Last week, an Ohio district court found that violations of the Telephone Consumer Protection Act (“TCPA”) occurring between 2015 and July 2020 cannot be enforced because the law was unconstitutional at the time. The case is captioned Lindenbaum v. Realgy, LLC, No. 19-CV-02862 (N.D. Ohio), and the opinion builds on an earlier decision from a Louisiana district court that reached a similar conclusion in Creasy v. Charter Communications Inc., No. 20-CV-01199 (E.D. La.).
As we have discussed before, Congress amended the TCPA in 2015 to exempt from certain of the law’s consent requirements calls made to collect a debt owed to the United States. Earlier this year, in Barr v. American Association of Political Consultants, the Supreme Court held that the government debt exemption was unconstitutional. But the Court severed this provision from the rest of the TCPA, rather than invalidate the entire statute. In a dissent, Justice Gorsuch wrote that he would have not severed the government debt exemption and instead would have held that the entire TCPA was unenforceable because of the unconstitutional provision.
Both district courts have relied on Justice Gorsuch’s reasoning to find that the Supreme Court’s severance of the unconstitutional provision applies only prospectively. These courts have reached this conclusion by considering a footnote in the plurality opinion — stating that the Court’s decision “does not negate liability of parties” who placed calls that violated the TCPA’s other provisions — to be mere dicta and not binding.

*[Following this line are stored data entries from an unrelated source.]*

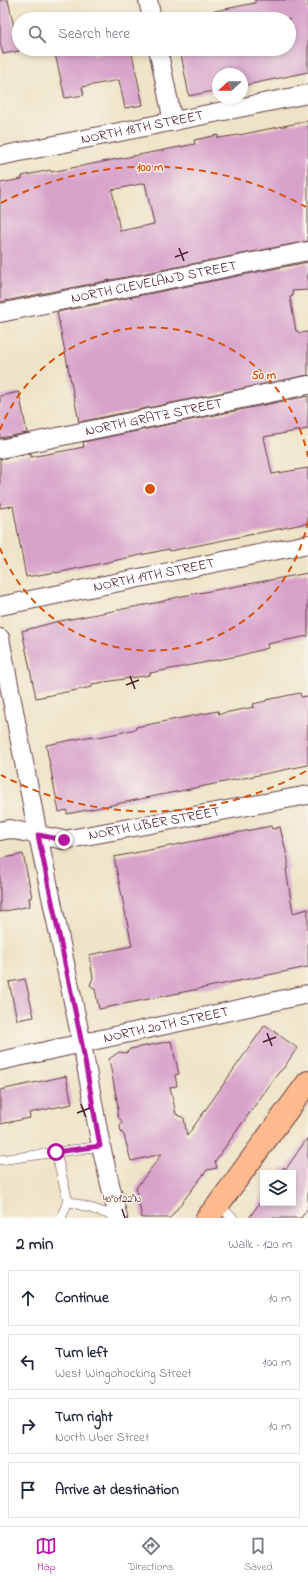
<!DOCTYPE html>
<html lang="en">
<head>
<meta charset="utf-8">
<style>
	:root { --surface:#fff; --page:#f2f2f3; --text:#1f2937; --muted:#747a83; --line:#e0e1e3; --accent:#b5179e }
	body { margin:0; font-family:"Indie Flower",sans-serif; background:var(--page); color:var(--text) }
	.controls { position:absolute; right:12px; bottom:12px; display:grid; overflow:hidden; border-radius:0px; box-shadow:0 2px 6px #0003 }
	.controls button { width:36px; height:36px; display:grid; place-items:center; padding:0; border:0; border-bottom:1px solid var(--line); background:var(--surface); color:var(--text); font:20px sans-serif }
	.compass { position:absolute; left:212px; top:68px; width:36px; height:36px; border-radius:50%; background:var(--surface); box-shadow:0 2px 6px #0003; rotate:249deg }
	.stop { position:absolute; width:12px; height:12px; margin:-9px; border:3px solid #b5179e; border-radius:50%; background:#fff }
	.stop.end { background:#b5179e; border-color:#fff; box-shadow:0 1px 4px #0008 }
	.list { margin:0; padding:0; list-style:none }
	h2 { display:flex; justify-content:space-between; align-items:center; height:52px; margin:0; padding:0 16px; font-size:17px }
	h2 small { font-size:13px; font-weight:400; color:var(--muted) }
	.list li { display:grid; grid-template-columns:26px 1fr auto; gap:12px; align-items:center; box-sizing:border-box; height:56px; margin:0 8px 8px; padding:0 8px; border:1px solid var(--line); border-radius:0px }
	.list b { display:block; font-size:15px; white-space:nowrap }
	.list p { margin:0; font-size:13px; white-space:nowrap; color:var(--muted) }
	.list em { font-size:13px; font-style:normal; color:var(--muted) }
	.icon { flex:none; width:22px; height:22px; fill:none; stroke:currentColor; stroke-width:2; stroke-linecap:round; stroke-linejoin:round }
	.map { position:relative; flex:none; width:308px; height:1218px; overflow:hidden }
	.search { position:absolute; background:var(--surface); box-shadow:0 2px 6px #0003; left:12px; right:12px; top:12px; height:44px; display:flex; align-items:center; gap:10px; box-sizing:border-box; padding:0 14px; border-radius:22px; color:var(--muted); font-size:15px }
	.sheet { height:308px; background:var(--surface) }
	nav { display:flex; justify-content:space-around; align-items:center; box-sizing:border-box; height:56px; border-top:1px solid var(--line); background:var(--surface); font-size:11px; color:var(--muted) }
	nav a { display:grid; justify-items:center; gap:2px }
	nav .on { color:var(--accent) }
	.map>svg:first-child { display:block }
	.building { fill:#d7a2ca; fill-rule:evenodd }
	.lines { fill:none; stroke-linecap:round; stroke-linejoin:round }
	.service-casing { stroke:#633c42; stroke-width:10 }
	.minor-casing { stroke:#633c42; stroke-width:20 }
	.primary-casing { stroke:#633c42; stroke-width:24 }
	.service { stroke:#fff; stroke-width:9 }
	.minor { stroke:#fff; stroke-width:18 }
	.primary { stroke:#fcba8e; stroke-width:22 }
	.route { stroke:#b5179e; stroke-width:5 }
	.ticks { fill:none; stroke:#4a1f2b; stroke-width:1.5 }
	.ring { fill:none; stroke:#d8530f; stroke-width:2; stroke-dasharray:7 5 }
	.labels { text-anchor:middle; dominant-baseline:central; stroke-width:3; stroke-linejoin:round; paint-order:stroke }
	.street-label { font-size:14px; fill:#4a1f2b; stroke:#f7f3e8 }
	.ticks-label { font-size:10px; text-anchor:middle; fill:#4a1f2b; stroke:#f7f3e8; stroke-width:3; stroke-linejoin:round; paint-order:stroke }
	.centre { fill:#d8530f; stroke:#f7f3e8; stroke-width:2 }
	.ring-label { font-size:12px; text-anchor:middle; font-weight:bold; fill:#d8530f; stroke:#f7f3e8; stroke-width:3; stroke-linejoin:round; paint-order:stroke }
</style>
</head>
<body>
<div class="map">
<svg width="308" height="1218" viewBox="0 0 308 1218">
	<rect width="100%" height="100%" fill="#f7f3e8"/>
	<filter id="ink" filterUnits="userSpaceOnUse"><feTurbulence type="fractalNoise" baseFrequency=".025" numOctaves="2"/><feDisplacementMap in="SourceGraphic" scale="8" xChannelSelector="R" yChannelSelector="G"/><feConvolveMatrix kernelMatrix="1 2 1 2 8 2 1 2 1" color-interpolation-filters="sRGB"/></filter>
	<filter id="wash" filterUnits="userSpaceOnUse"><feTurbulence type="fractalNoise" baseFrequency=".012" numOctaves="4" result="noise"/><feDisplacementMap in="SourceGraphic" scale="16" xChannelSelector="R" yChannelSelector="G"/><feGaussianBlur stdDeviation="0.9" result="paint"/><feColorMatrix in="noise" values="0 0 0 0 0 0 0 0 0 0 0 0 0 0 0 0 0 1.4 0 .05"/><feComposite in="paint" operator="in"/></filter>
	<g filter="url(#wash)">
		<rect width="100%" height="100%" fill="#eee3c6"/>
		<g id="blocks">
			<path class="building" d="M0,0h8l7,32 4,-1v20l-16,3 -3,-12z
				M255,0h53v72l-66,14v-12h-24v16l-29,6 -9,-47h109v-30h-109v-1l75,-15z
				M54,49h38l1,5 23,-5h15l12,56 -18,3 -6,-28 -37,7 2,8 -19,3z
				M308,121v120l-308,61v-119l22,-4v-3l28,-6 1,2 144,-28 -1,-4 24,-5v3l21,-3zM145,183l9,41 -34,7 -8,-41z
				M308,262v28l-16,1 1,5 -3,1 6,34h2l1,2 9,-1v43l-229,47 -22,-110z
				M19,392l8,41 -27,5v-42z
				M308,396v33l-44,8 8,37 36,-6v55l-138,28 -1,-2 -113,24v-1l-30,5 -13,-71 -13,2v-49l31,-6v4l27,-5 26,-5 -1,-5z
				M308,573v63l-41,8 1,4 -30,8 -88,17v2l-58,9v3l-56,11 -14,-67 33,-9 105,-20 17,-5z
				M300,693l1,4 7,-1v69l-241,49v-4l-8,2 -13,-67 47,-9v2l26,-5 17,-4v-2l82,-16 1,3 35,-7 -1,-3 13,-3v-1z
				M271,826l1,3 8,-2 8,33v8l-2,1 7,44 15,-4v58l-209,42 -4,-20 -5,-4 3,-7 -4,-23 43,-9 -18,-89z
				M23,854l9,43 -3,1 1,8 -30,6v-53z
				M25,979l9,38 -17,3 -8,-38z
				M265,1025l32,23 -14,21 -4,3 -64,89 2,7 -10,2 -37,48h-28l-6,-30 26,-34 -31,7 -7,-26 -3,-3 -1,-5 2,-6 -4,-4 -1,-5 1,-6 -9,-47 10,-7 7,1 4,-4 41,-8 8,33 -4,1 2,11 -7,1 6,27 8,4 3,18z
				M66,1076l6,28 -43,9 1,5 -30,6v-34z
				M308,1137v71l-7,10h-52l14,-20v5h30v-30h-13l4,-6 2,2z"/>
		</g>
	</g>
	<g filter="url(#ink)">
		<use href="#blocks" fill-opacity="0" stroke="#633c42" stroke-width="1"/>
		<g class="lines">
			<g class="service-casing">
				<path id="service" d="M56,1153l12,48 -7,17
					M0,1160l101,-14
					M68,1201l50,16
					M218,1205l15,13"/>
			</g>
			<g class="minor-casing">
				<g id="minor">
					<path d="M148,0l4,19"/>
					<path d="M158,49l15,73"/>
					<path id="s1" d="M0,156l308,-62"/>
					<path id="s2" d="M0,313l308,-62"/>
					<path id="s3" d="M0,449l308,-64"/>
					<path id="s4" d="M0,606l308,-62"/>
					<path d="M0,638l38,197 44,209 19,102 17,72"/>
					<path id="s5" d="M0,831l9,-2 55,11 244,-45"/>
					<path id="s6" d="M0,1061l308,-67"/>
				</g>
			</g>
			<g class="primary-casing">
				<path id="primary" d="M207,1218l11,-13 90,-123"/>
			</g>
			<use href="#service" class="service"/>
			<use href="#minor" class="minor"/>
			<use href="#primary" class="primary"/>
		</g>
	</g>
	<g class="lines" filter="url(#ink)">
		<path class="route" d="M56,1152l44,-6 -18,-102 -44,-209 26,5"/>
	</g>
	<path class="ticks" d="M179,248l5,13M175,257l13,-5M130,676l5,13M126,685l13,-5M267,1033l5,13M263,1042l13,-5M81,1104l5,13M77,1113l13,-5M122,1209l3,9"/>
	<g class="ring">
		<path d="M308 521A161 161 0 0 1 0 548M0 430A161 161 0 0 1 308 457"/>
		<path d="M306 771A322 322 0 0 1 1 775M1 203A322 322 0 0 1 306 207"/>
	</g>
	<g class="labels">
		<g class="street-label">
			<text stroke="none"><textPath href="#s1" startOffset="145">NORTH 18TH STREET</textPath></text>
			<text stroke="none"><textPath href="#s2" startOffset="157">NORTH CLEVELAND STREET</textPath></text>
			<text stroke="none"><textPath href="#s3" startOffset="157">NORTH GRATZ STREET</textPath></text>
			<text stroke="none"><textPath href="#s4" startOffset="157">NORTH 19TH STREET</textPath></text>
			<text stroke="none"><textPath href="#s5" startOffset="157">NORTH UBER STREET</textPath></text>
			<text stroke="none"><textPath href="#s6" startOffset="170">NORTH 20TH STREET</textPath></text>
		</g>
	</g>
	<g class="ticks-label">
		<text x="122" y="1202">40°01'22"N</text>
	</g>
	<circle cx="150" cy="489" r="6" class="centre"/>
	<g class="ring-label">
		<text x="150" y="171">100 m</text>
		<text x="264" y="379">50 m</text>
	</g>
</svg>
<div class="controls">
<button><svg class="icon" aria-label="layers" viewBox="0 0 24 24"><path d="M12 4l9 5-9 5-9-5zM3 14l9 5 9-5"/></svg></button>
</div>
<svg class="compass" viewBox="-18 -18 36 36"><path d="M0-13l5 13h-10z" fill="#e53935"/><path d="M0 13l5-13h-10z" fill="#747a83"/></svg>
<div class="stop" style="left:56px;top:1152px"></div>
<div class="stop end" style="left:64px;top:840px"></div>
<div class="search"><svg class="icon" aria-label="search" viewBox="0 0 24 24"><circle cx="10" cy="10" r="6"/><path d="M15 15l6 6"/></svg>Search here</div>
</div>
<section class="sheet">
<h2>2 min<small>Walk · 120 m</small></h2>
<ul class="list">
<li><svg class="icon" aria-label="ahead" viewBox="0 0 24 24"><path d="M12 20V5M6 11l6-6 6 6"/></svg><div><b>Continue</b></div><em>10 m</em></li>
<li><svg class="icon" aria-label="left" viewBox="0 0 24 24"><path d="M17 20v-9H6M10 6l-5 5 5 5"/></svg><div><b>Turn left</b><p>West Wingohocking Street</p></div><em>100 m</em></li>
<li><svg class="icon" aria-label="right" viewBox="0 0 24 24"><path d="M7 20v-9h11M14 6l5 5-5 5"/></svg><div><b>Turn right</b><p>North Uber Street</p></div><em>10 m</em></li>
<li><svg class="icon" aria-label="arrive" viewBox="0 0 24 24"><path d="M6 21V4h12l-3 4 3 4H6"/></svg><div><b>Arrive at destination</b></div></li>
</ul>
</section>
<nav>
<a class="on"><svg class="icon" aria-label="map" viewBox="0 0 24 24"><path d="M3 6l6-2 6 2 6-2v14l-6 2-6-2-6 2zM9 4v14M15 6v14"/></svg>Map</a>
<a><svg class="icon" aria-label="directions" viewBox="0 0 24 24"><path d="M12 3l9 9-9 9-9-9zM9 14v-3h6M13 9l2 2-2 2"/></svg>Directions</a>
<a><svg class="icon" aria-label="saved" viewBox="0 0 24 24"><path d="M7 4h10v16l-5-4-5 4z"/></svg>Saved</a>
</nav>
</body>
</html>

As a result, according to these two district courts, any violations occurring while the unconstitutional provisions was “on the books” — i.e., the period of time between Congress enacting the government debt exemption (2015) and the Court’s invalidation of that exemption (July 2020) — cannot be enforced because the entire TCPA was unconstitutional during that period.
It remains to be seen whether the reasoning in these trial court decisions will be adopted by other tribunals.